Using the listing below, print the line containing "Give me a JSON", the line containing "I am building", and each line between them, exactly and nothing else. Pictures stay out of the print.

- _Supplied data_:
--*--

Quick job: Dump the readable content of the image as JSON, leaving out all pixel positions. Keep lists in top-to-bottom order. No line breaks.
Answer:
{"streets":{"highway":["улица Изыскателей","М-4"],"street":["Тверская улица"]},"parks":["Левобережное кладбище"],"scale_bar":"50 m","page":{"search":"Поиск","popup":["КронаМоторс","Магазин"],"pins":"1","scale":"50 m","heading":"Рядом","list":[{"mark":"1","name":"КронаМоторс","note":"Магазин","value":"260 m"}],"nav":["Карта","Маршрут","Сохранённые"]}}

--*--

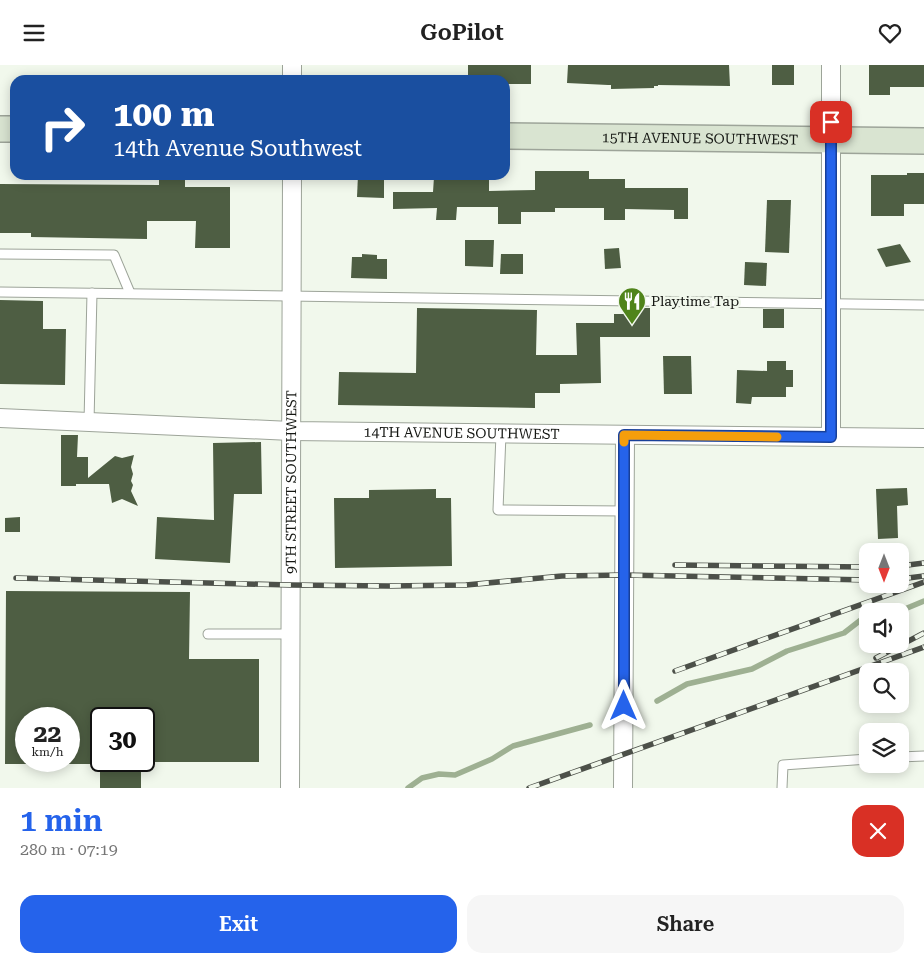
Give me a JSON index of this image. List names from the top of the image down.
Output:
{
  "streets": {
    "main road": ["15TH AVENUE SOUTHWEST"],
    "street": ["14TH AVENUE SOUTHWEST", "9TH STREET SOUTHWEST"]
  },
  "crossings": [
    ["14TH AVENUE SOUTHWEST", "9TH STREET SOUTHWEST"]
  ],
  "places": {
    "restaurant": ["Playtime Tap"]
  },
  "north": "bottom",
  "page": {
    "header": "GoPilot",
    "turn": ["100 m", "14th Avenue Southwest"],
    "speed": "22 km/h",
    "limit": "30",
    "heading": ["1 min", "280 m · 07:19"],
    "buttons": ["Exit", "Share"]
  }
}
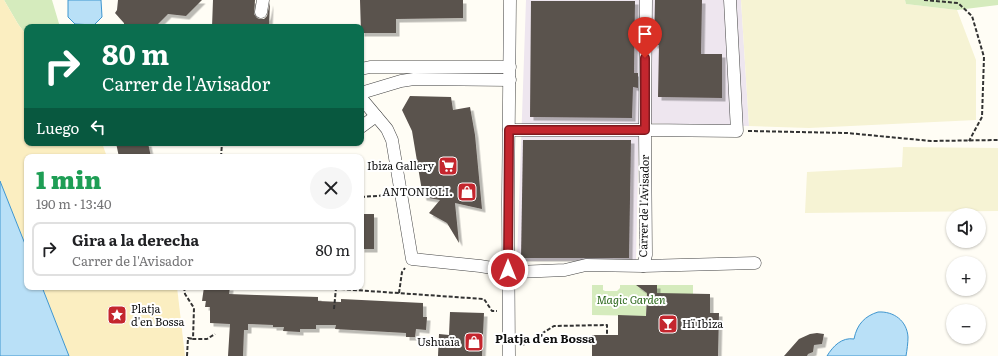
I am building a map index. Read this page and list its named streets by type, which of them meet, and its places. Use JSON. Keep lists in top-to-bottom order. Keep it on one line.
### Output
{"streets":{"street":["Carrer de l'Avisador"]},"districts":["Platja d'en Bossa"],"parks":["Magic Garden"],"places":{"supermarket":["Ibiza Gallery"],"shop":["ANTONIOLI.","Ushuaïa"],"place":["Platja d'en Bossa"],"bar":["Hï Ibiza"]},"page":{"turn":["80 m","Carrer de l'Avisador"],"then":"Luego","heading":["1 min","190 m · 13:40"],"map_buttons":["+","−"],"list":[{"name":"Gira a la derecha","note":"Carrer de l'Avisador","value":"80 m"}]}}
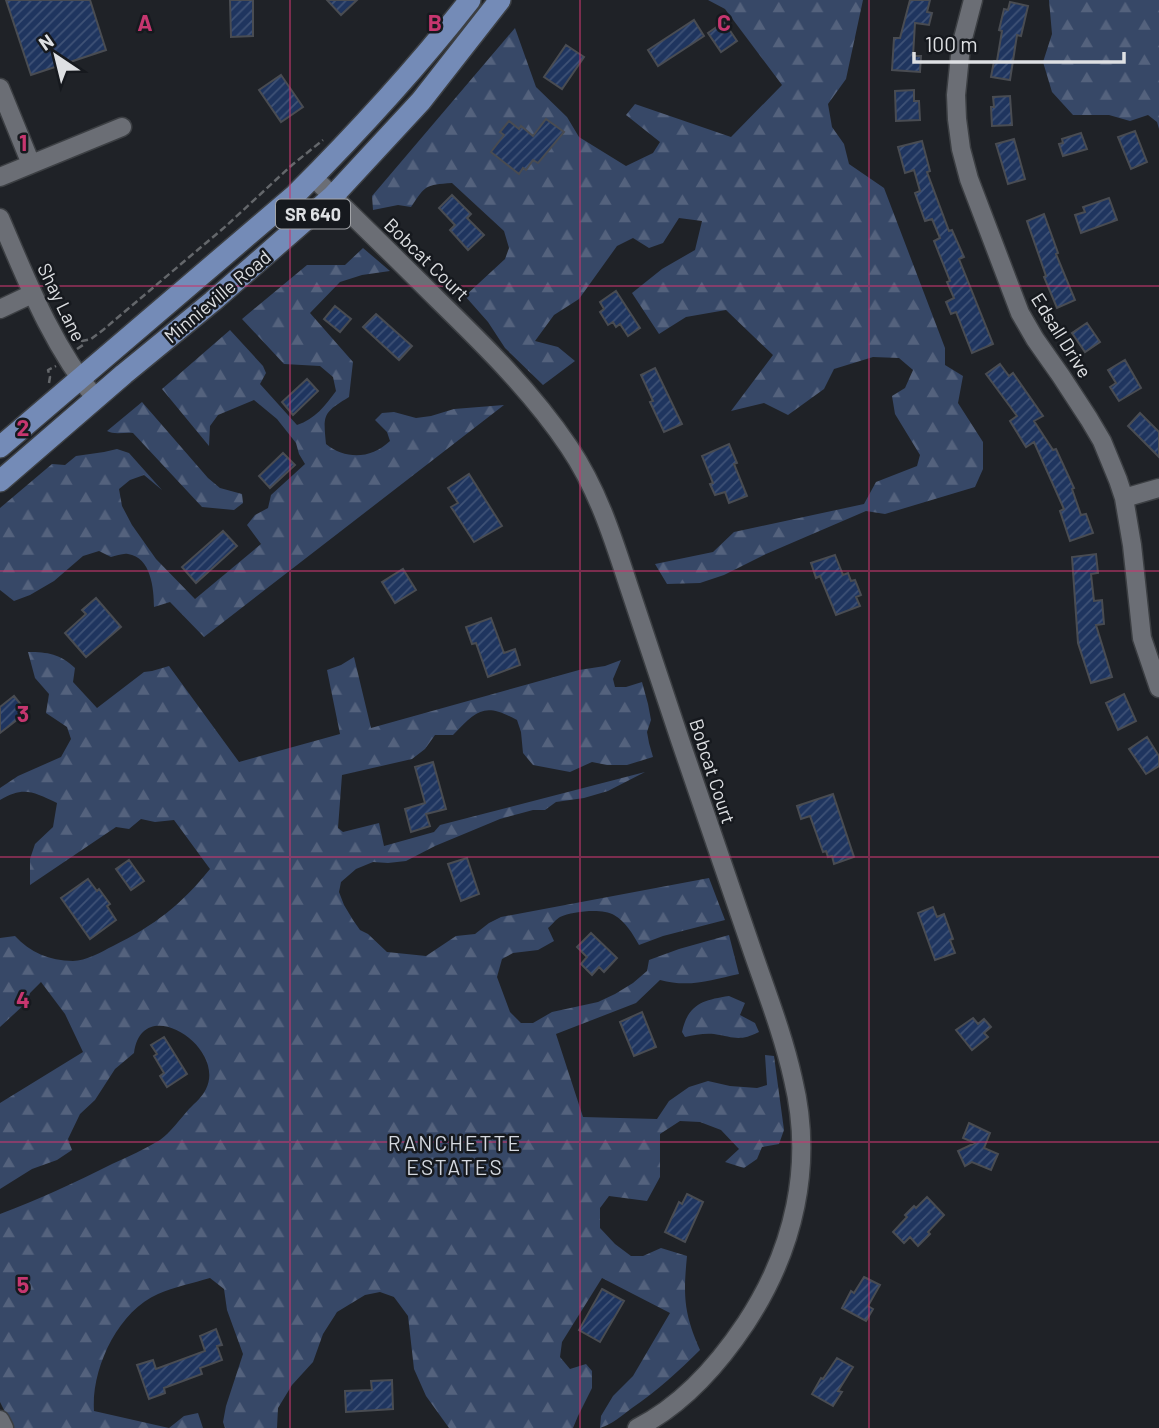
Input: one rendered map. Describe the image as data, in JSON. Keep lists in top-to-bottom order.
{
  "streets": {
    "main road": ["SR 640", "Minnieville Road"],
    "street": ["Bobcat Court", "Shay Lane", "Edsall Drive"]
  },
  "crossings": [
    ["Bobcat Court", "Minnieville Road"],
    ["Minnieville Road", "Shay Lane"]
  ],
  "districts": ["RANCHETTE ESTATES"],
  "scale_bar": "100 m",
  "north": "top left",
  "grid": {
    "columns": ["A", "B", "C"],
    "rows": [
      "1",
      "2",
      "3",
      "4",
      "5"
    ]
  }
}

--*--

- _Problem solution_:
Give me a JSON index of this image. List names from the top of the image down.
Output:
{
  "streets": {
    "main road": ["15TH AVENUE SOUTHWEST"],
    "street": ["14TH AVENUE SOUTHWEST", "9TH STREET SOUTHWEST"]
  },
  "crossings": [
    ["14TH AVENUE SOUTHWEST", "9TH STREET SOUTHWEST"]
  ],
  "places": {
    "restaurant": ["Playtime Tap"]
  },
  "north": "bottom",
  "page": {
    "header": "GoPilot",
    "turn": ["100 m", "14th Avenue Southwest"],
    "speed": "22 km/h",
    "limit": "30",
    "heading": ["1 min", "280 m · 07:19"],
    "buttons": ["Exit", "Share"]
  }
}
I am building a map index. Read this page and list its named streets by type, which of them meet, and its places. Use JSON. Keep lists in top-to-bottom order. Keep it on one line.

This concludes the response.